Avec la star chinoise des hauts plateaux du Yunnan, AO YUN, issue de vignes plantées à 2100 m
d’altitude, les experts se posent la question suivante : d’autres zones asiatiques de haute altitude
pourraient-elles utilisées pour faire du vin, à l’instar de la pépite de LVMH, sortie de terre en 2013.
Le Bhoutan pourrait être la prochaine piste, compte tenu du nombre de microclimats, d’altitudes et
de sols, mais aussi de la pureté de l’environnement, ce qui a donné l’idée à quelques précurseurs de
s’engager dans la plantation de vigne à Gor Tshalu !
Le Bhoutan est resté jusqu’en 1960 un pays isolé des contreforts de l’Himalaya, où l’on élevait des
yacks et où on se nourrissait avec des céréales, des épices et des fruits qui représentent la majorité
des cultures du pays.

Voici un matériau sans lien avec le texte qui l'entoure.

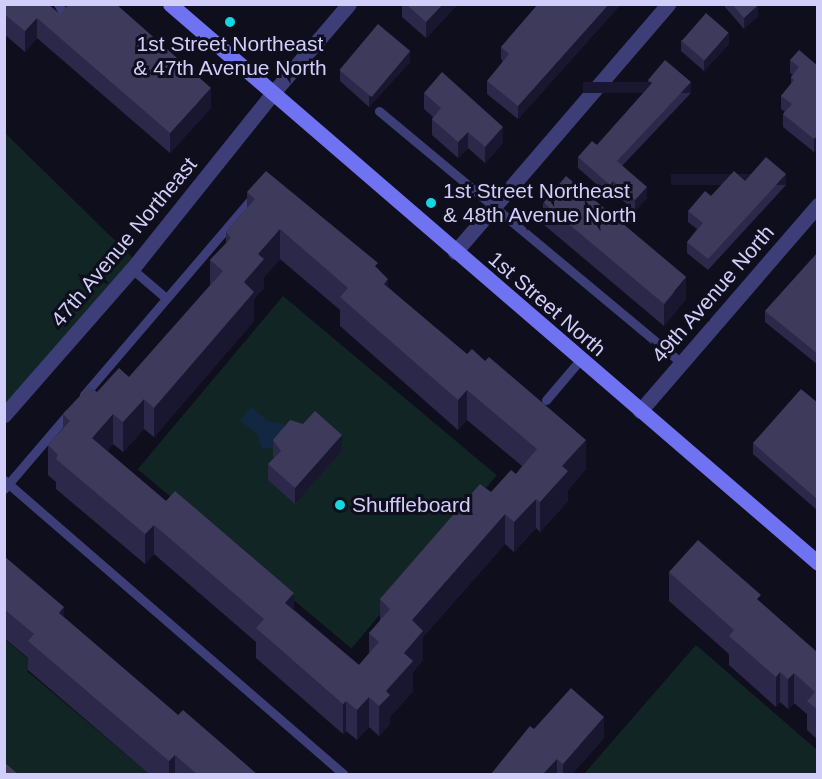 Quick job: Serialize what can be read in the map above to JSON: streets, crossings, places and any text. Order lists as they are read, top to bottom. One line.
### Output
{"streets":{"street":["47th Avenue Northeast","49th Avenue North","1st Street North"]},"crossings":[["47th Avenue Northeast","1st Street North"],["49th Avenue North","1st Street North"]],"places":["1st Street Northeast & 47th Avenue North","1st Street Northeast & 48th Avenue North","Shuffleboard"]} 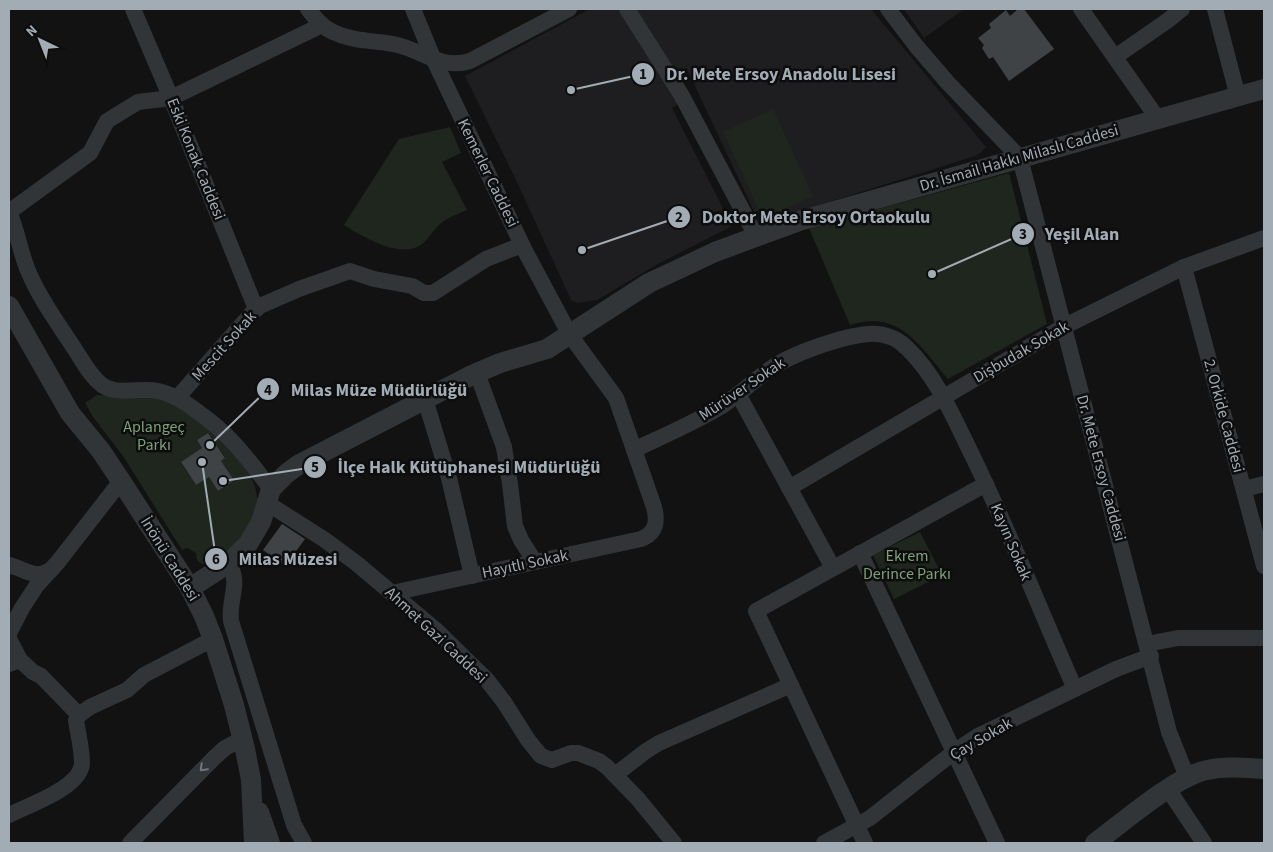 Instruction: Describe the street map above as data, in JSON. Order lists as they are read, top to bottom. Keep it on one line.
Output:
{"streets":{"street":["Dr. İsmail Hakkı Milaslı Caddesi","Eski Konak Caddesi","Kemerler Caddesi","Mescit Sokak","Dişbudak Sokak","Mürüver Sokak","2. Orkide Caddesi","Dr. Mete Ersoy Caddesi","Kayın Sokak","İnönü Caddesi","Hayıtlı Sokak","Ahmet Gazi Caddesi","Çay Sokak"]},"crossings":[["Dr. İsmail Hakkı Milaslı Caddesi","Kemerler Caddesi"],["Dr. İsmail Hakkı Milaslı Caddesi","Dr. Mete Ersoy Caddesi"],["Dr. İsmail Hakkı Milaslı Caddesi","Ahmet Gazi Caddesi"],["Eski Konak Caddesi","Mescit Sokak"],["Kemerler Caddesi","Mescit Sokak"],["Kemerler Caddesi","Mürüver Sokak"],["Kemerler Caddesi","Hayıtlı Sokak"],["Dişbudak Sokak","Mürüver Sokak"],["Dişbudak Sokak","2. Orkide Caddesi"],["Dişbudak Sokak","Dr. Mete Ersoy Caddesi"],["Dişbudak Sokak","Kayın Sokak"],["Mürüver Sokak","Kayın Sokak"],["Dr. Mete Ersoy Caddesi","Çay Sokak"],["Kayın Sokak","Çay Sokak"],["Hayıtlı Sokak","Ahmet Gazi Caddesi"]],"parks":["Aplangeç Parkı","Ekrem Derince Parkı"],"places":["Dr. Mete Ersoy Anadolu Lisesi","Doktor Mete Ersoy Ortaokulu","Yeşil Alan","Milas Müze Müdürlüğü","Milas Müzesi","İlçe Halk Kütüphanesi Müdürlüğü"],"north":"top left"}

C’est un pays où encore aujourd’hui 95% de la population vit de l’agriculture et
de l’élevage, mais une évolution sensible est en train de s’effectuer ; le tourisme tel que nous le
connaissons en Europe est arrivé dans les années 79/80 mais reste très minoritaire, le gouvernement
souhaitant préserver son bilan carbone négatif et conserver 60% de sa surface dédiée aux forêts…
La Bhutan Wine Company, est née de quelques réflexions de passionnés du vin qui ont su s’allier avec
les services gouvernementaux qui ont fourni des terres gratuitement, assureront un soutien
scientifique et des consultations avec les stations agricoles locales. Ainsi s’est lancé un projet de
culture de la vigne qui a pu démarrer en 2019 avec 3 vignobles commerciaux et 2 à venir, et des
essais sur 17 cépages différents afin d’offrir au départ un certain nombre de choix possibles.
Les espérances locales sont d’arriver à créer un vignoble d’environ 2000 hectares sur tout le pays, qui
possède un savoir-faire important quant aux cultures fruitières, et cette année en 2024, les premiers
20 hectares en production ont donné des raisins, l’année 2023 ayant quant à elle permise la
première récolte historique du pays, dont le vin d’assemblage deviendra une pièce de collection….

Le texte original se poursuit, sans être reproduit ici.